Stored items
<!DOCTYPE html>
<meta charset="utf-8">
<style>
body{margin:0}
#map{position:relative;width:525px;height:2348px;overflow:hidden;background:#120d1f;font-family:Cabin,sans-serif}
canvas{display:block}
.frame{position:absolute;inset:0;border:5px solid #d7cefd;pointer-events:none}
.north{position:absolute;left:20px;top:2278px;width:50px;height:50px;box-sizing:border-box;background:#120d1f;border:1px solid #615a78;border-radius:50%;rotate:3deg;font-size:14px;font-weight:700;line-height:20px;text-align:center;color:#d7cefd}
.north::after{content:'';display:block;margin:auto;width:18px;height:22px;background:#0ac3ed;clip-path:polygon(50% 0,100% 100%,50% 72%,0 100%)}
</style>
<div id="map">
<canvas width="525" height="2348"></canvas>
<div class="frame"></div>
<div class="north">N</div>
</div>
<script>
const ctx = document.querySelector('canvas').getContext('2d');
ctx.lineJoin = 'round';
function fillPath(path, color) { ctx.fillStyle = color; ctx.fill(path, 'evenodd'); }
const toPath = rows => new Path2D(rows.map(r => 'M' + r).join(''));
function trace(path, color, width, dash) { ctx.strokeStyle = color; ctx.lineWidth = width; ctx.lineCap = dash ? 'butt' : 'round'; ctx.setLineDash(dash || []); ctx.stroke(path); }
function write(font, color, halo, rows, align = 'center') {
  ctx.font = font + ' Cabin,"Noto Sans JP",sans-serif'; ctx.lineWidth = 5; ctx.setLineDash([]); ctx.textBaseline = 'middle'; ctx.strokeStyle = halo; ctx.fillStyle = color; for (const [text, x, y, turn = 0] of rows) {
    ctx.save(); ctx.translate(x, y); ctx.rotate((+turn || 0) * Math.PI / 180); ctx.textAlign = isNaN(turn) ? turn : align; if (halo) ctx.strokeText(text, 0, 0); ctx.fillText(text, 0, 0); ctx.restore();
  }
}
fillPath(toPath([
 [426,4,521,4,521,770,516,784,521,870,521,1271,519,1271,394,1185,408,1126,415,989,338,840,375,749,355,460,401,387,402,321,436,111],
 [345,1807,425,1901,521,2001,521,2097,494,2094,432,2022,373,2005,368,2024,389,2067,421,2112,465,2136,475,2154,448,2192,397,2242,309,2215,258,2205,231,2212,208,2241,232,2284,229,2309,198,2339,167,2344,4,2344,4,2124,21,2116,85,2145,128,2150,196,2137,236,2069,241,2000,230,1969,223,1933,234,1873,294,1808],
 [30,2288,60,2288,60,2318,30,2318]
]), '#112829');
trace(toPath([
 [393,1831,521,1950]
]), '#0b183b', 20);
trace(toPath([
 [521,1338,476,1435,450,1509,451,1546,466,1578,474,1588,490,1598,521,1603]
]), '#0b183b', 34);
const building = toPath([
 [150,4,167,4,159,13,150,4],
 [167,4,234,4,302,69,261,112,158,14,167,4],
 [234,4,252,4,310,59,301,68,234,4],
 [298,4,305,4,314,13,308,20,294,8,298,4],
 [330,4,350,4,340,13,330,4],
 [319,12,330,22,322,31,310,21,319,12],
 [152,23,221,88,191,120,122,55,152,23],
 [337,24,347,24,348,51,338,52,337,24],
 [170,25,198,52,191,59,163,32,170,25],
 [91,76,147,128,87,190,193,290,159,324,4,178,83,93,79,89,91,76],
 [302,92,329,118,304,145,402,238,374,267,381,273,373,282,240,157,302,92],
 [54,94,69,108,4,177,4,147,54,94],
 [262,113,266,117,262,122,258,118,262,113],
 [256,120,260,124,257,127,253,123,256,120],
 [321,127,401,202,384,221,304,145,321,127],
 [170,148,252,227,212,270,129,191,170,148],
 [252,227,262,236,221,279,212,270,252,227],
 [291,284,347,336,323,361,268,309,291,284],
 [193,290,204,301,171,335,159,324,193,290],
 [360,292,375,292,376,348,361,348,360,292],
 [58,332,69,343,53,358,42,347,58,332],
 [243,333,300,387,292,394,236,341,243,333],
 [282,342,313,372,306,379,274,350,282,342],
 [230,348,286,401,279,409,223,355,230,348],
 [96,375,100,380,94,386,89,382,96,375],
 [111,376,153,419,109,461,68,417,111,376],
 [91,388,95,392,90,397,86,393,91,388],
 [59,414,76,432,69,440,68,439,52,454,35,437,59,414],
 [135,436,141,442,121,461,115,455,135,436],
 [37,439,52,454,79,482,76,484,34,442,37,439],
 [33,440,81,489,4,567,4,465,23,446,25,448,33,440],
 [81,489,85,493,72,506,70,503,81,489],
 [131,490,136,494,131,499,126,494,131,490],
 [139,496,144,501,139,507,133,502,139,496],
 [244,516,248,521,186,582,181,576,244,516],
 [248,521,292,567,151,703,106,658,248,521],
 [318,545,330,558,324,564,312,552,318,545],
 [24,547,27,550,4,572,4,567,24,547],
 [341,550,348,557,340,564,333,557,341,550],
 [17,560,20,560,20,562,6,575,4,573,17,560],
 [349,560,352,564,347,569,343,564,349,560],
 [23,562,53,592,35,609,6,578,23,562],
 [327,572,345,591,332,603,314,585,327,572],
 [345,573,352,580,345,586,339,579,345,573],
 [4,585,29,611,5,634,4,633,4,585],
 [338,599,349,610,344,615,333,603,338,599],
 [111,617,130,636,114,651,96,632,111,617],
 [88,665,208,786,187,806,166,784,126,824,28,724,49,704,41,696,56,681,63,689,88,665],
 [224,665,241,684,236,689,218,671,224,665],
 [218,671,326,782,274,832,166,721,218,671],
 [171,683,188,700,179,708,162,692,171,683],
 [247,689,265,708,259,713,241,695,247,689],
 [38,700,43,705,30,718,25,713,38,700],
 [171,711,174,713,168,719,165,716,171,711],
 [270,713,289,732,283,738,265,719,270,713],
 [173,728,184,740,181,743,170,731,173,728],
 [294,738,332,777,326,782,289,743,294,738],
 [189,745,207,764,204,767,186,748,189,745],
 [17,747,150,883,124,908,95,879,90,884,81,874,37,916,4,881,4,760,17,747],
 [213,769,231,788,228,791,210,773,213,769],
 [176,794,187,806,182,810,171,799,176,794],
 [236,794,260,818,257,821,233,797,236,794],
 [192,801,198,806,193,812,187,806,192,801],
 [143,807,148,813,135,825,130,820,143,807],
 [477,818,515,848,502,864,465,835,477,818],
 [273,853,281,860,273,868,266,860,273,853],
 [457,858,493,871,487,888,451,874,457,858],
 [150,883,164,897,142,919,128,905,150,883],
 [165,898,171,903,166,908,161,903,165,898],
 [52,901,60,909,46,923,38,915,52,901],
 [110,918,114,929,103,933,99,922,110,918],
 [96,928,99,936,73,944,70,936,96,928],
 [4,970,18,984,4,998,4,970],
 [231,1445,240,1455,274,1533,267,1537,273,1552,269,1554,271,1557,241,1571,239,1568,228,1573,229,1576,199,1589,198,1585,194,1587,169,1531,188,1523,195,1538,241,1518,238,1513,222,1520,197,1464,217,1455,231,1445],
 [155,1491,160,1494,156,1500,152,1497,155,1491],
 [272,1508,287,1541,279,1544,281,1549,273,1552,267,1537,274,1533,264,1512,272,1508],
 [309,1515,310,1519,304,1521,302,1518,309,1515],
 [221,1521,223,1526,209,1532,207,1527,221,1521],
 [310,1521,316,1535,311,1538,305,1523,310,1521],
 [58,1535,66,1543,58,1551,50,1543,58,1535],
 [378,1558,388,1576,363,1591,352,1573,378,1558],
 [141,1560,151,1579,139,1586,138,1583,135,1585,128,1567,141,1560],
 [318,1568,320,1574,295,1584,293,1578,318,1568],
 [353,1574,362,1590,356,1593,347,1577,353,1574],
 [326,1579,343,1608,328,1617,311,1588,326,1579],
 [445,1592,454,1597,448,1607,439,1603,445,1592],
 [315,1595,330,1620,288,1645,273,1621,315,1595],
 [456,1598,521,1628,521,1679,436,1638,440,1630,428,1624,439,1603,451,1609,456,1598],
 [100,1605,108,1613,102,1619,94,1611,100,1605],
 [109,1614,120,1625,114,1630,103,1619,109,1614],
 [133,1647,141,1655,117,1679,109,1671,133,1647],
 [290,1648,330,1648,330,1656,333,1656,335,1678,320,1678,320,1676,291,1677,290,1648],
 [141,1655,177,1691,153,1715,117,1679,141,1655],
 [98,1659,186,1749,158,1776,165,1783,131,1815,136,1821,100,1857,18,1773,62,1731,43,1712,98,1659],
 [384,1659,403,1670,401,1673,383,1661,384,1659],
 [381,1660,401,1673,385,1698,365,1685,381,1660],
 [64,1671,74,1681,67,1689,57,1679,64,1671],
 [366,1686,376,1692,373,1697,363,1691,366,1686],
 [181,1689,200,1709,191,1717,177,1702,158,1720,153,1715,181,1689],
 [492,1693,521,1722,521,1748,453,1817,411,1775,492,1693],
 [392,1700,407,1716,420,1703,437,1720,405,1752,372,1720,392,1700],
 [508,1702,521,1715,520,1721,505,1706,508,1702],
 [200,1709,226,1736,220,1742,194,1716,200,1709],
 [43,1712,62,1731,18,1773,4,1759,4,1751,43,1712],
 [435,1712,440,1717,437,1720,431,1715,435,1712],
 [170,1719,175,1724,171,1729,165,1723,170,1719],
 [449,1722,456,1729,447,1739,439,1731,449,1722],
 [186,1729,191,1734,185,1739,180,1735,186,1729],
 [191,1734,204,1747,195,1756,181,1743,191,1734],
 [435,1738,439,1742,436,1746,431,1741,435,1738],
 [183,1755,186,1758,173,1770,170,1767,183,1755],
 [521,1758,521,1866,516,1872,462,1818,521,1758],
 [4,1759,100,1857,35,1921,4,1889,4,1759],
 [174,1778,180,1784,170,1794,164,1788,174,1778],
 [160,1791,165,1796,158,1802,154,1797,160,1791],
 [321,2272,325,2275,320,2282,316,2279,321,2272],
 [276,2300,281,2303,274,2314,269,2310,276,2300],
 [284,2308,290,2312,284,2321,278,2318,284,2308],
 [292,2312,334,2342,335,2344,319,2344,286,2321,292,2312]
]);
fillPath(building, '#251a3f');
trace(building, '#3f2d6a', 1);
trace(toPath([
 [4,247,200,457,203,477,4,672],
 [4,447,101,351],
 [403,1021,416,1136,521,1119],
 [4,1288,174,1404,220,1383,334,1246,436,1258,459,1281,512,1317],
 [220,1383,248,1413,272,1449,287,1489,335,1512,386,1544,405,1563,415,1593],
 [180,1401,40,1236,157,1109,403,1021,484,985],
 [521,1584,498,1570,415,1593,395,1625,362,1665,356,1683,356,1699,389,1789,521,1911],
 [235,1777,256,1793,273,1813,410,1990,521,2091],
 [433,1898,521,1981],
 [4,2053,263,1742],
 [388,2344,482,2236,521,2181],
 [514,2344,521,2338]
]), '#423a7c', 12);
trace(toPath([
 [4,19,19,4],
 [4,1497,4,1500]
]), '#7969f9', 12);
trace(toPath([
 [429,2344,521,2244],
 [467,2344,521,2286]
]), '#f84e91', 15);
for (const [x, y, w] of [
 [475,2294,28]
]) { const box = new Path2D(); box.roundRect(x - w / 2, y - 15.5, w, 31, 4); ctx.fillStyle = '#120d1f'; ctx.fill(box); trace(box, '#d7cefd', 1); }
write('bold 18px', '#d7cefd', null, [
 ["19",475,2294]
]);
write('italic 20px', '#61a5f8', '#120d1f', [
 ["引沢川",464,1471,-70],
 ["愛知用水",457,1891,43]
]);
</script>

-- Activity --
In the records above, locate the lines holding the word "strokeStyle". Copy each of them.

-- Answer --
function trace(path, color, width, dash) { ctx.strokeStyle = color; ctx.lineWidth = width; ctx.lineCap = dash ? 'butt' : 'round'; ctx.setLineDash(dash || []); ctx.stroke(path); }
  ctx.font = font + ' Cabin,"Noto Sans JP",sans-serif'; ctx.lineWidth = 5; ctx.setLineDash([]); ctx.textBaseline = 'middle'; ctx.strokeStyle = halo; ctx.fillStyle = color; for (const [text, x, y, turn = 0] of rows) {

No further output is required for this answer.